RFC: feat: Input type must be Default+Serde but not POD

[caspark]

Change Description

(from commit msg)

Remove the bytemuck bounds on Config::Input, and replace them with Default and Serialize + DeserializeOwned.

1. Default is a less strict bound than Zeroable, and it's all we need - so it's more ergonomic.
2. NoUninit + CheckedBitPattern are also fairly stringent requirements, but it turns out that the only place that we actually rely on them is when we serialize or deserialize the input type. So we can just rely on the relevant Serde trait bounds instead, which again is more ergonomic.

Both changes are backwards incompatible, though they should be quite easy to resolve for existing users of GGRS (unless they have a philosophical objection to using Serde directly, I suppose).

However, number 2 does have some significant tradeoffs associated with it; in order of least to most bad:

• A) Serde becomes part of our public API.
• B) Bincode's chosen serialization scheme may interfere with the "XOR with previous input then run length encode the result" trick we use to shrink the size of inputs when we send them to connected endpoints.
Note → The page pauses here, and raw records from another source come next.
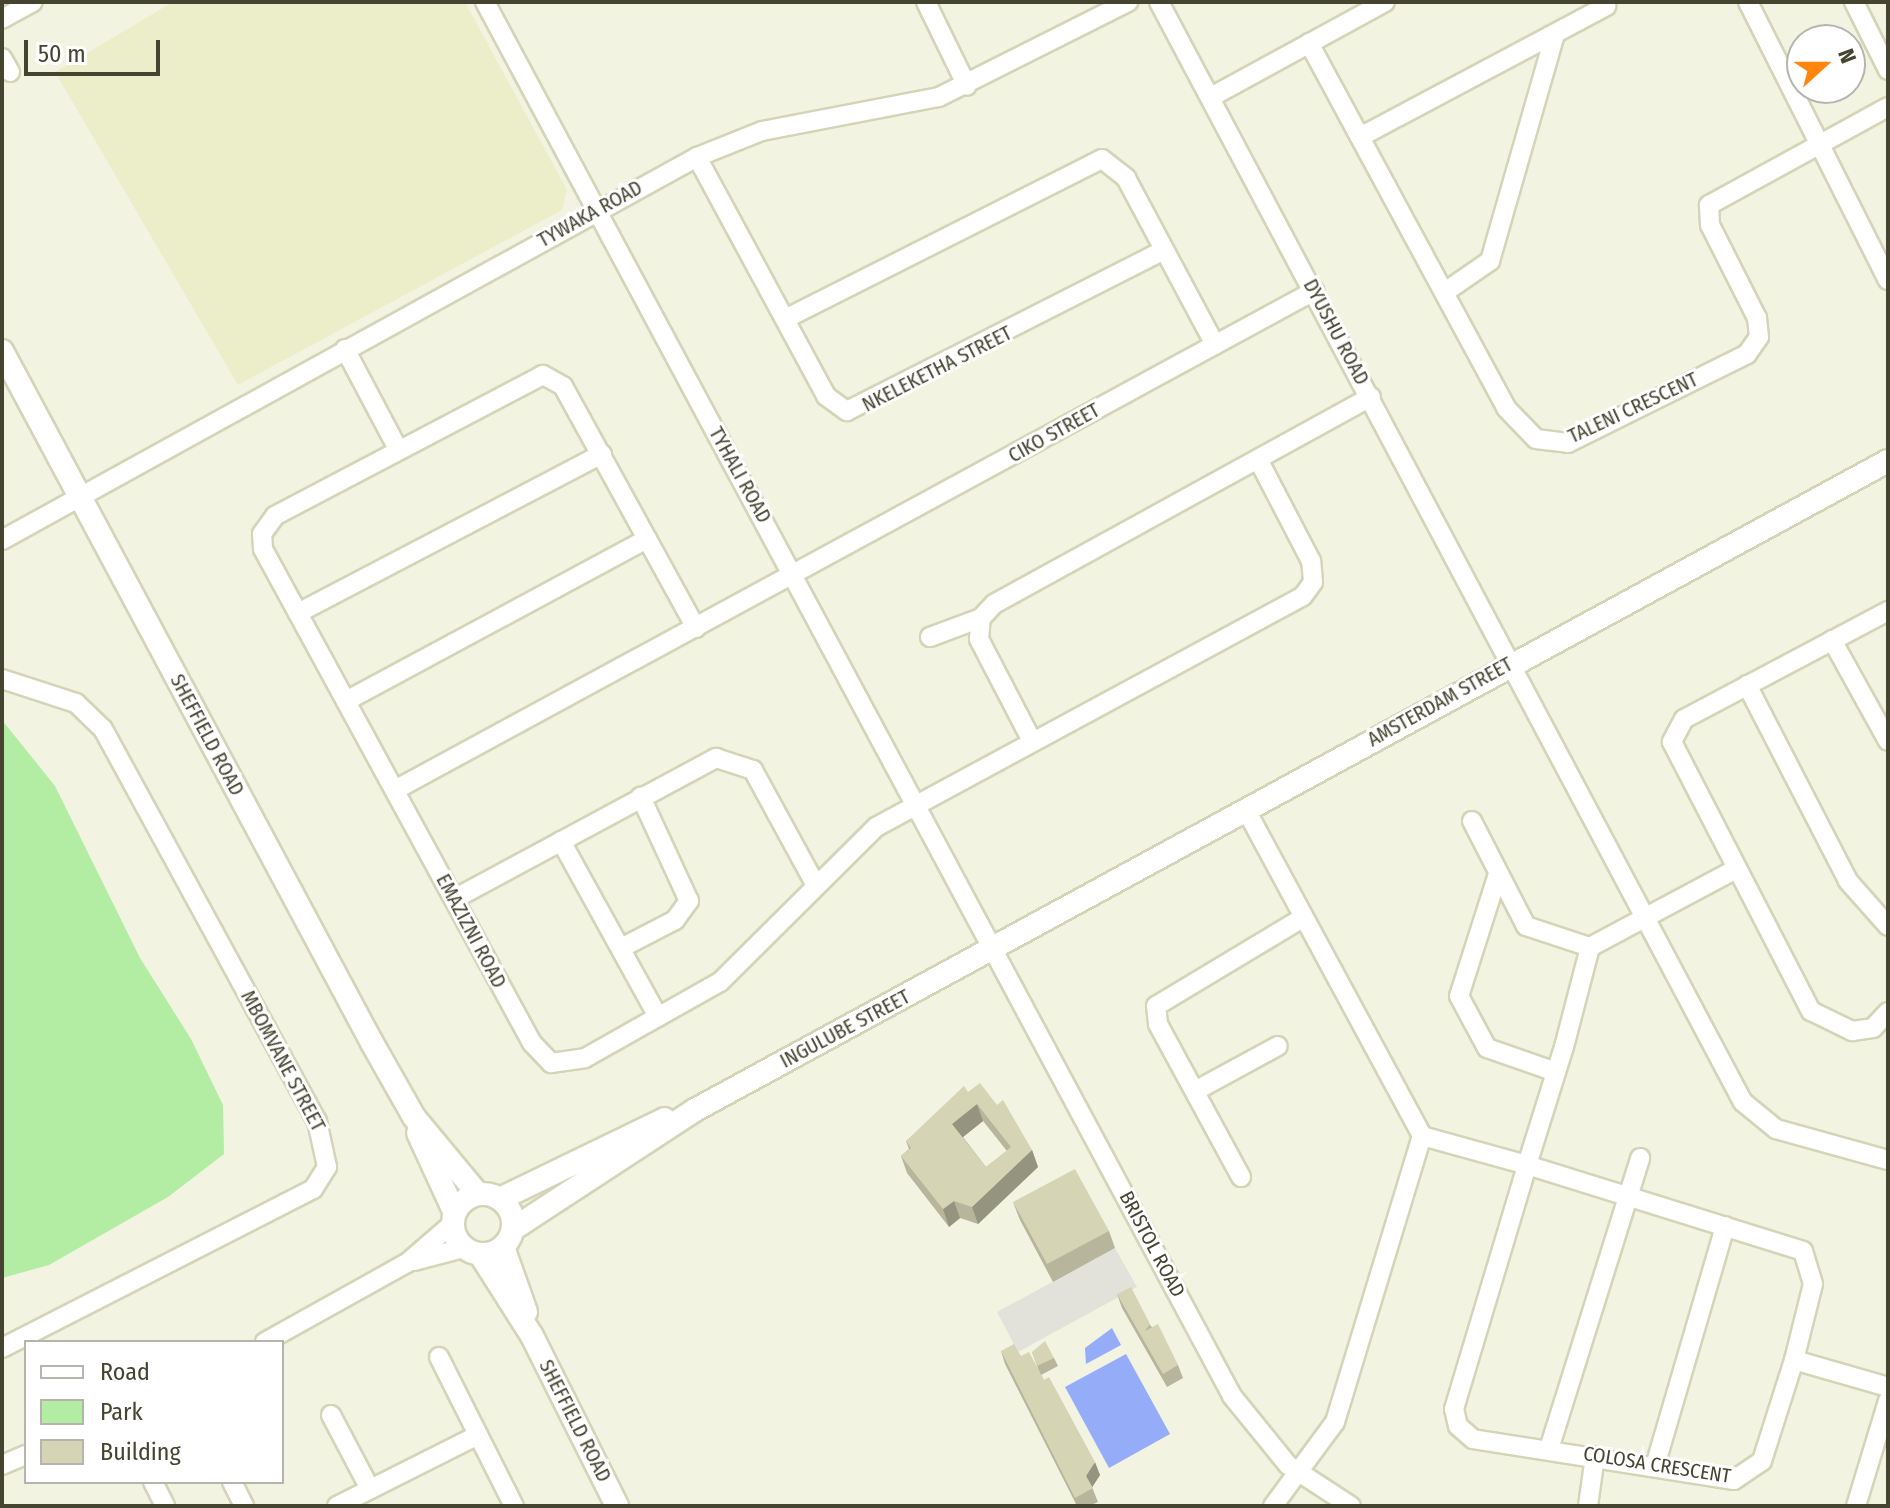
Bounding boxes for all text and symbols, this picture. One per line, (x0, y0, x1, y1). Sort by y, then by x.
scale bar (28, 24, 164, 74)
north arrow (1786, 24, 1866, 104)
text: 50 m (38, 40, 86, 68)
text: N (1832, 45, 1862, 67)
street label: TYWAKA ROAD (534, 175, 646, 253)
street label: DYUSHU ROAD (1298, 275, 1374, 389)
street label: NKELEKETHA STREET (858, 321, 1016, 417)
street label: TALENI CRESCENT (1564, 367, 1702, 449)
street label: CIKO STREET (1004, 398, 1104, 468)
street label: TYHALI ROAD (704, 423, 776, 527)
street label: AMSTERDAM STREET (1363, 652, 1517, 752)
street label: SHEFFIELD ROAD (165, 670, 249, 800)
street label: EMAZIZNI ROAD (431, 870, 511, 992)
street label: INGULUBE STREET (776, 985, 914, 1073)
street label: MBOMVANE STREET (236, 986, 330, 1136)
street label: BRISTOL ROAD (1114, 1187, 1190, 1301)
legend (24, 1340, 284, 1484)
street label: SHEFFIELD ROAD (534, 1356, 616, 1486)
text: Road (100, 1358, 150, 1386)
text: Park (100, 1398, 143, 1426)
text: Building (100, 1438, 181, 1466)
street label: COLOSA CRESCENT (1582, 1441, 1732, 1489)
If this is a problem for a user, they can always manually serialize to a byte array in such a way that the run length encoding works better for their data.
• C) Users may bloat their input struct to the point where it (or N instances of it, where N == number of local players) is larger than the maximum size we limit ourselves to for a single UDP packet. This is particularly problematic since right now we just panic (due to a failed assertion) when this happens.

Discussion

Firstly, I am aware that you can already do "custom serialization of an arbitrary input type" (hereafter referred to as W) by declaring Config::Input as [u8; N], with some carefully-chosen-to-be-big-enough N; the XOR + RLE that's done on input bytes should make the cost of any extra padding bytes (over and above what's needed to store the arbitrary input type) close to zero, as any long run of trailing zeros would be compressed to just a couple of bytes.

Now having said that, requiring various Bytemuck bounds on Input is quite a strong stipulation, and it sure would be nice if you could e.g. use enums with fields ( #40 ), or even just plain old bools in your input type.
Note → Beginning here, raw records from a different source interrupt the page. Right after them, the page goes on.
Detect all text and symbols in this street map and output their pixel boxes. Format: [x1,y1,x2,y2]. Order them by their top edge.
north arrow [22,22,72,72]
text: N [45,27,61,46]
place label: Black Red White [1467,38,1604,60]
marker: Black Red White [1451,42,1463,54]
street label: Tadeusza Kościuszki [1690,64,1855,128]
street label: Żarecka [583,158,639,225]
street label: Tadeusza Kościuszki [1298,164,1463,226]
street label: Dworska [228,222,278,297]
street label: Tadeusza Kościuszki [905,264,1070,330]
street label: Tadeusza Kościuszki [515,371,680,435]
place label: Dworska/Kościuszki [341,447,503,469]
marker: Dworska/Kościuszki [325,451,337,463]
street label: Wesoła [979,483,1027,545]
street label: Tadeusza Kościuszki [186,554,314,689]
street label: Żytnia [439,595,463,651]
So that's what this PR gets you: any type you can serialize, you can stick into your Config::Input struct - which is nice and convenient.
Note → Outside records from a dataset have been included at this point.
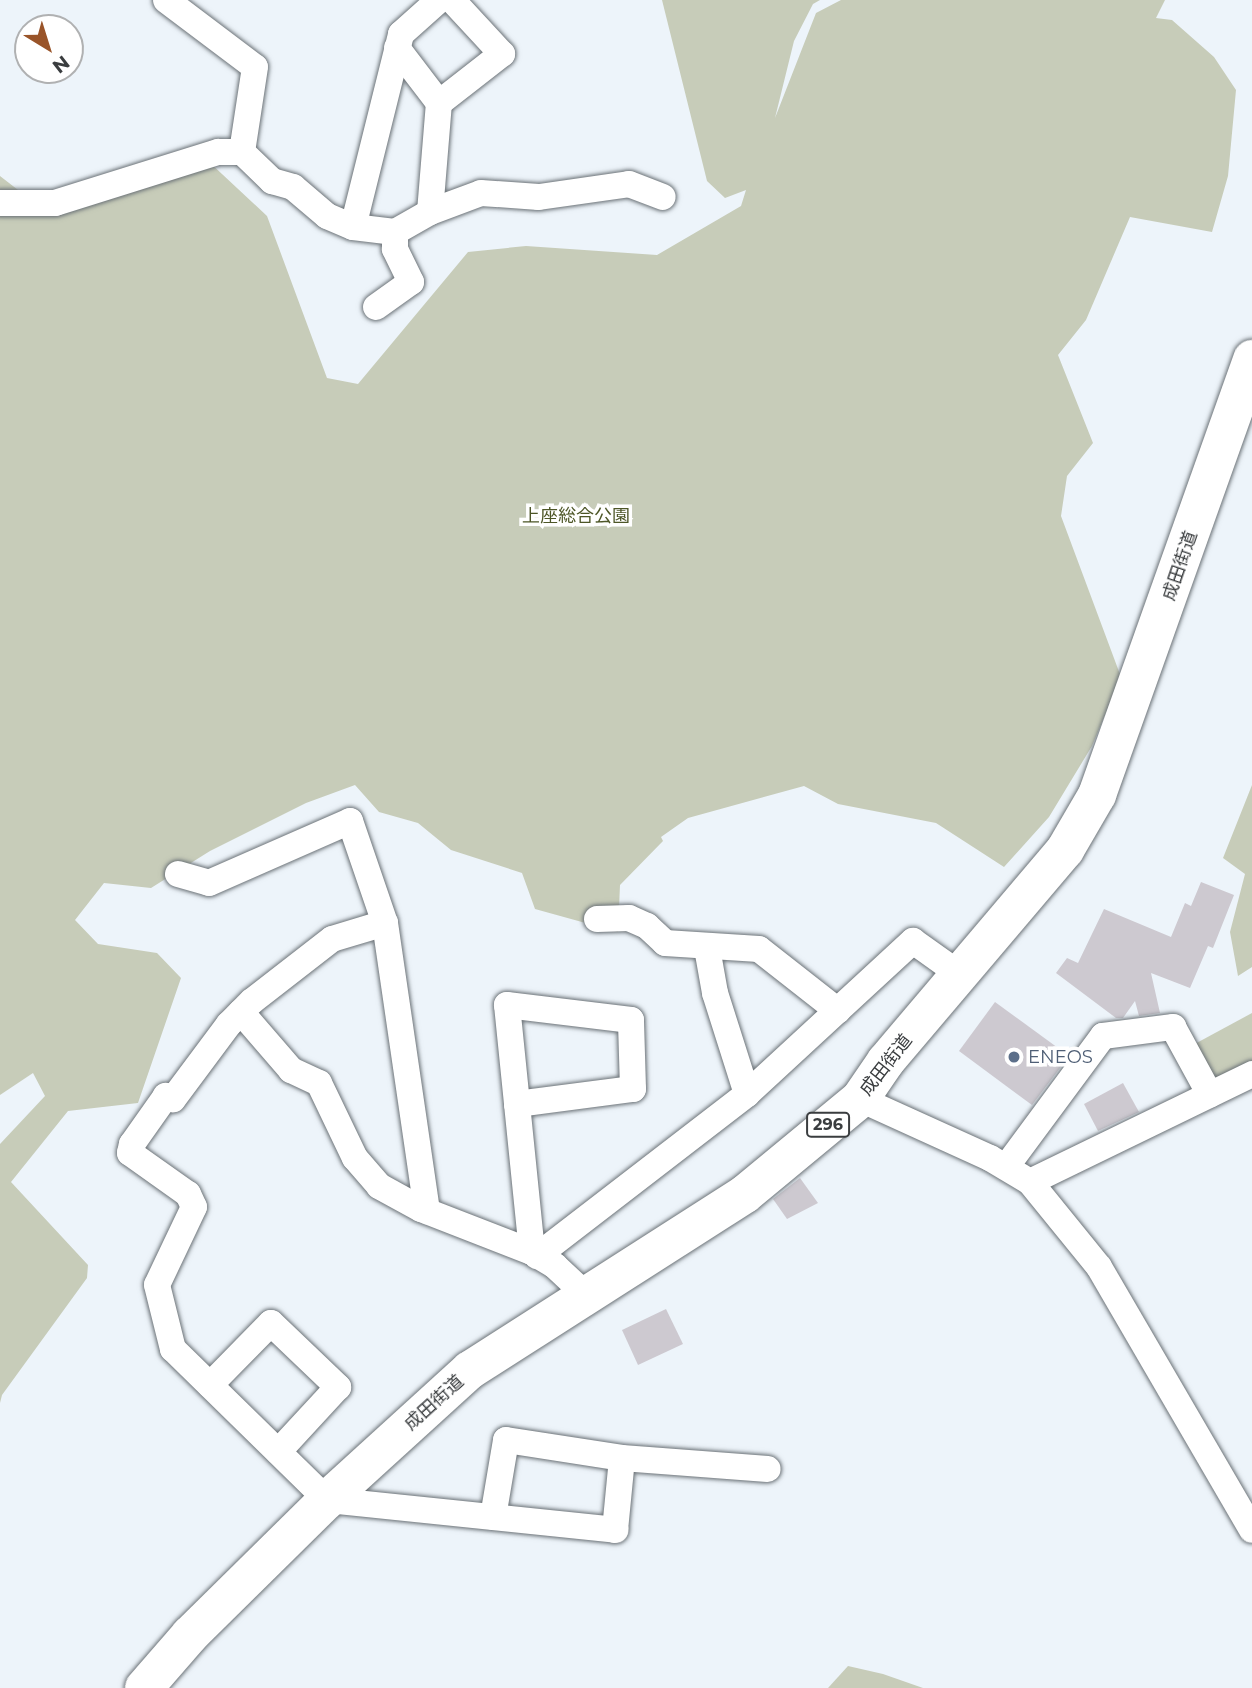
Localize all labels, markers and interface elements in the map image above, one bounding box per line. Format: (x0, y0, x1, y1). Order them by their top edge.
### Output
north arrow (14, 14, 84, 84)
text: N (48, 51, 74, 78)
park label: 上座総合公園 (522, 505, 630, 527)
street label: 成田街道 (1158, 528, 1202, 604)
street label: 成田街道 (855, 1030, 917, 1100)
place label: ENEOS (1028, 1046, 1093, 1068)
marker: ENEOS (1006, 1049, 1022, 1065)
road number: 296 (805, 1112, 851, 1138)
street label: 成田街道 (400, 1371, 468, 1435)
But: I am not exactly sure this is a wise PR to merge, mainly because of tradeoff C listed above (B seems manageable, A seems negligible). In fact, I don't think it would make sense to merge this if we don't come up with a good way to mitigate the impact of C, because clearly "crash when enough people press enough buttons" is pretty terrible behavior.

One approach (let's call it X) for mitigating C would be to treat the current assert as an error and propagate it all the way up to user code for handling. But I suspect that would be quite messy to do, and what do you do if you get that error at that point? I think there isn't really much in the way of meaningful error handling.

Another approach I can think of (Y) is that when you set a local player's input, GGRS encodes it together with other inputs this frame so far to check the total size, and if "size of these extra bytes plus the size of other local inputs for this frame so far" exceeds the maximum packet size, then return an error. The user could then choose to drop the input on the floor (or defer it to a later frame) by replacing it with a default input, which would (hopefully) fit.. but there's still a possibility that it wouldn't fit, and then the only sensible thing to do is to crash anyway.

(And besides, the "shape" of solution Y looks very similar to what's possible today via W, but at least in that approach the user is explicitly forced to think about the size of their byte array, rather than attempting to deal with their data not fitting later. Y does open up the possibility of larger input structs since the check could be done after the XOR + RLE, but that would also make it less predictable when errors occur.)

So.. that's where I'm at. I started down this rabbit hole thinking this approach probably wouldn't work, then it turns out it works quite nicely, but it potentially encourages running into a currently-quite-niche edge case - and I haven't got a nice design solution for that.

Still, I figured I'd write up and raise the PR to give others a chance to weigh in (and there's always the chance I've misunderstood something; I'm still new to this crate).